• Task to carry out:
Copy out each line of the material in which the word "place" can be found.

• Stored data:
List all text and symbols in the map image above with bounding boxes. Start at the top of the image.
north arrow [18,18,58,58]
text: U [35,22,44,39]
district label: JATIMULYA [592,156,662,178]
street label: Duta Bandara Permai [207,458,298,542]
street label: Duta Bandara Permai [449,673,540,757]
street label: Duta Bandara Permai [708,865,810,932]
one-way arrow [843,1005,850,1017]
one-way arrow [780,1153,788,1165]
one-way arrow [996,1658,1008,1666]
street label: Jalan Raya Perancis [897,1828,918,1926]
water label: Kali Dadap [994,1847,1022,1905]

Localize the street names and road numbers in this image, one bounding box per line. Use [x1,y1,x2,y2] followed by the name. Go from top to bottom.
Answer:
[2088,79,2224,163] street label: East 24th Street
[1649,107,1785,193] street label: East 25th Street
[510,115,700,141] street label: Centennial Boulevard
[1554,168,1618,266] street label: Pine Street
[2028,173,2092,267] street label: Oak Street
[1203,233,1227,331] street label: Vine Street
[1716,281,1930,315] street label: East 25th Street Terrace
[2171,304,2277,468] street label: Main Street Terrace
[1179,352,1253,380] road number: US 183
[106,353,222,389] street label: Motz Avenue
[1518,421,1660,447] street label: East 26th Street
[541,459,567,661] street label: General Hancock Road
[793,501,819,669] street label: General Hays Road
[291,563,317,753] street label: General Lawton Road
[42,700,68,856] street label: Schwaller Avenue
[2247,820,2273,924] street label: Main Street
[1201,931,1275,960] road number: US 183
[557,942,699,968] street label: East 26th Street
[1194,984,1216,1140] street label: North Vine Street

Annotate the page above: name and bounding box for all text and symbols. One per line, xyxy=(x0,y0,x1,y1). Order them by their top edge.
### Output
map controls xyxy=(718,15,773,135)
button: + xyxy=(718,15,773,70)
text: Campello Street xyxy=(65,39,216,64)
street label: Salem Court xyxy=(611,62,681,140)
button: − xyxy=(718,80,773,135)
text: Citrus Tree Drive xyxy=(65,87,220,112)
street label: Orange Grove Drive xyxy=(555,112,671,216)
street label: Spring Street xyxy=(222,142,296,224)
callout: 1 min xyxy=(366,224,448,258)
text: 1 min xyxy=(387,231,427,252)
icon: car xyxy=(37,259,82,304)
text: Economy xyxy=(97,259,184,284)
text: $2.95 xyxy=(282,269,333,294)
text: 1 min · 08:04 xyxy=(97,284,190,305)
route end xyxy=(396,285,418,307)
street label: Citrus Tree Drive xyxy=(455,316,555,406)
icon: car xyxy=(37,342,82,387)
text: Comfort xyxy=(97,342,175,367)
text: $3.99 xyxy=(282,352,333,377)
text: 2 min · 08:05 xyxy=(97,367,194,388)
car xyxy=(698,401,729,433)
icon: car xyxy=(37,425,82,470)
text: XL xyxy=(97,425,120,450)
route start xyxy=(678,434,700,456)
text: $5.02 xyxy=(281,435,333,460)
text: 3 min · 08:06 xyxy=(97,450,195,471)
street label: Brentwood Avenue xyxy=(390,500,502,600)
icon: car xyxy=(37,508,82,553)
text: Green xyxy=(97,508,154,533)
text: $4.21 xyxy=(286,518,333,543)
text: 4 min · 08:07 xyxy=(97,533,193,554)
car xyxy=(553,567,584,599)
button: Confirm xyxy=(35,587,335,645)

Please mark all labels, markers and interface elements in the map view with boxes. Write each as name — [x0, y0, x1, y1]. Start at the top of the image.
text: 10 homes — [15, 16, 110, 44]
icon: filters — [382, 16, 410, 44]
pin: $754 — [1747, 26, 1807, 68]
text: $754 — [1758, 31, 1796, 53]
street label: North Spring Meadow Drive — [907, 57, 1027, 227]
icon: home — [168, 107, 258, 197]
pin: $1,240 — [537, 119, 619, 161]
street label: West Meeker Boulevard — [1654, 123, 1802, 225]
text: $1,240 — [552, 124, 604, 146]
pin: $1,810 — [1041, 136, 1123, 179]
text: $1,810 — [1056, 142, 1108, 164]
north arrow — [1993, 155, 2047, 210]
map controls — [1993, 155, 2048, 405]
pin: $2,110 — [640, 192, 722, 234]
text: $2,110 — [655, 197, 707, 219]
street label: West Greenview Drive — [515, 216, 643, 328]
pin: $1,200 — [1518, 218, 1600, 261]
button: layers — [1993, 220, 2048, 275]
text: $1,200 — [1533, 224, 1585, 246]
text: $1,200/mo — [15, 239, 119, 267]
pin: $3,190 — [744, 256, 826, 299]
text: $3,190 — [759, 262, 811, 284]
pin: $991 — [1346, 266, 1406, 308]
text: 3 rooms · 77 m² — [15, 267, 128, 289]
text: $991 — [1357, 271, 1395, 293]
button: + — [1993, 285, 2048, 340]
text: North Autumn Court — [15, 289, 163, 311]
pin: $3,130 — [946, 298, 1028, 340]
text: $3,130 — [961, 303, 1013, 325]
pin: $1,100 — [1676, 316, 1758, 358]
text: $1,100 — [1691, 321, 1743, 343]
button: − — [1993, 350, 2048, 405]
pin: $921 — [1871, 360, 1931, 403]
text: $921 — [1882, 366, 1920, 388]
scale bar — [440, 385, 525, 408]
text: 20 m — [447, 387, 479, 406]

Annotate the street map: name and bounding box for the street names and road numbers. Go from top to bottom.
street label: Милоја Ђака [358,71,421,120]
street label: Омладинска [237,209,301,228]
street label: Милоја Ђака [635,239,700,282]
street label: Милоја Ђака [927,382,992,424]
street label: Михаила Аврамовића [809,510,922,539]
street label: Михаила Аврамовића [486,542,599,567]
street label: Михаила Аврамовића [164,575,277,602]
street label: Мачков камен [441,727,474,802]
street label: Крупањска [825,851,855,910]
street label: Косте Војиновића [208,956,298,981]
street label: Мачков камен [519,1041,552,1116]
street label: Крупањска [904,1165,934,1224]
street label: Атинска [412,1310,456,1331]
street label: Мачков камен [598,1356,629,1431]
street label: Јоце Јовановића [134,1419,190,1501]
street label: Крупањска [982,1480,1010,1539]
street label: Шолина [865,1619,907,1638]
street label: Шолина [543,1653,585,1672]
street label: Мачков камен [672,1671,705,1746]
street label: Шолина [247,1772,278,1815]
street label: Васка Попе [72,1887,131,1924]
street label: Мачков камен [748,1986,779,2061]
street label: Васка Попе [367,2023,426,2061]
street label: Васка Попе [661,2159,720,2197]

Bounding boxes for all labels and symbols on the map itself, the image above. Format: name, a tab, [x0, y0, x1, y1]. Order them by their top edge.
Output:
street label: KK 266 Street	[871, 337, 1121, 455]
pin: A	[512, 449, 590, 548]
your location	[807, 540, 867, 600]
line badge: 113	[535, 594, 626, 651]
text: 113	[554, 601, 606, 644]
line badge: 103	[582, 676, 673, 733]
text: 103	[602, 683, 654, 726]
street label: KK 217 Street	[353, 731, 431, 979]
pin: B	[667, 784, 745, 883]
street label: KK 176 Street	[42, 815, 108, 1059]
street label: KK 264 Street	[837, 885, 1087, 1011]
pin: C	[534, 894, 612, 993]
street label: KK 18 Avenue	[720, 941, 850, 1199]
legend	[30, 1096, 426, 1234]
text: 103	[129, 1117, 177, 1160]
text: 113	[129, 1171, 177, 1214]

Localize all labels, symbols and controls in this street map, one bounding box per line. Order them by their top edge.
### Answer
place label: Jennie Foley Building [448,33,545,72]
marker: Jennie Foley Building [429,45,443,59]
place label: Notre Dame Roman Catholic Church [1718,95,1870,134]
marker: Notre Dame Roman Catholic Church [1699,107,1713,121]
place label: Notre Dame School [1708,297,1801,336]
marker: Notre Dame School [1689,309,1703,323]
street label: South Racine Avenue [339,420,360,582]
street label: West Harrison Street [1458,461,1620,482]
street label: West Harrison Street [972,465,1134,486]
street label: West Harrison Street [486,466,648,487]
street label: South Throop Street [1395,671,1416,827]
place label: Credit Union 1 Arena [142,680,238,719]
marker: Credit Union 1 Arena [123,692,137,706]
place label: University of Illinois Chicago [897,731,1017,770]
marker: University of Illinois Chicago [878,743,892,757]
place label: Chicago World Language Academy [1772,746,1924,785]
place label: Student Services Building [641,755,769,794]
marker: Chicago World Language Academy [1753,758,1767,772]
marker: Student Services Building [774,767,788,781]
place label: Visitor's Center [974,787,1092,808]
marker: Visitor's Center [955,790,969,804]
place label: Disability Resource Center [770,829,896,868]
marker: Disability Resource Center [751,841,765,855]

• Response for this exercise:
place label: Jennie Foley Building [448,33,545,72]
place label: Notre Dame Roman Catholic Church [1718,95,1870,134]
place label: Notre Dame School [1708,297,1801,336]
place label: Credit Union 1 Arena [142,680,238,719]
place label: University of Illinois Chicago [897,731,1017,770]
place label: Chicago World Language Academy [1772,746,1924,785]
place label: Student Services Building [641,755,769,794]
place label: Visitor's Center [974,787,1092,808]
place label: Disability Resource Center [770,829,896,868]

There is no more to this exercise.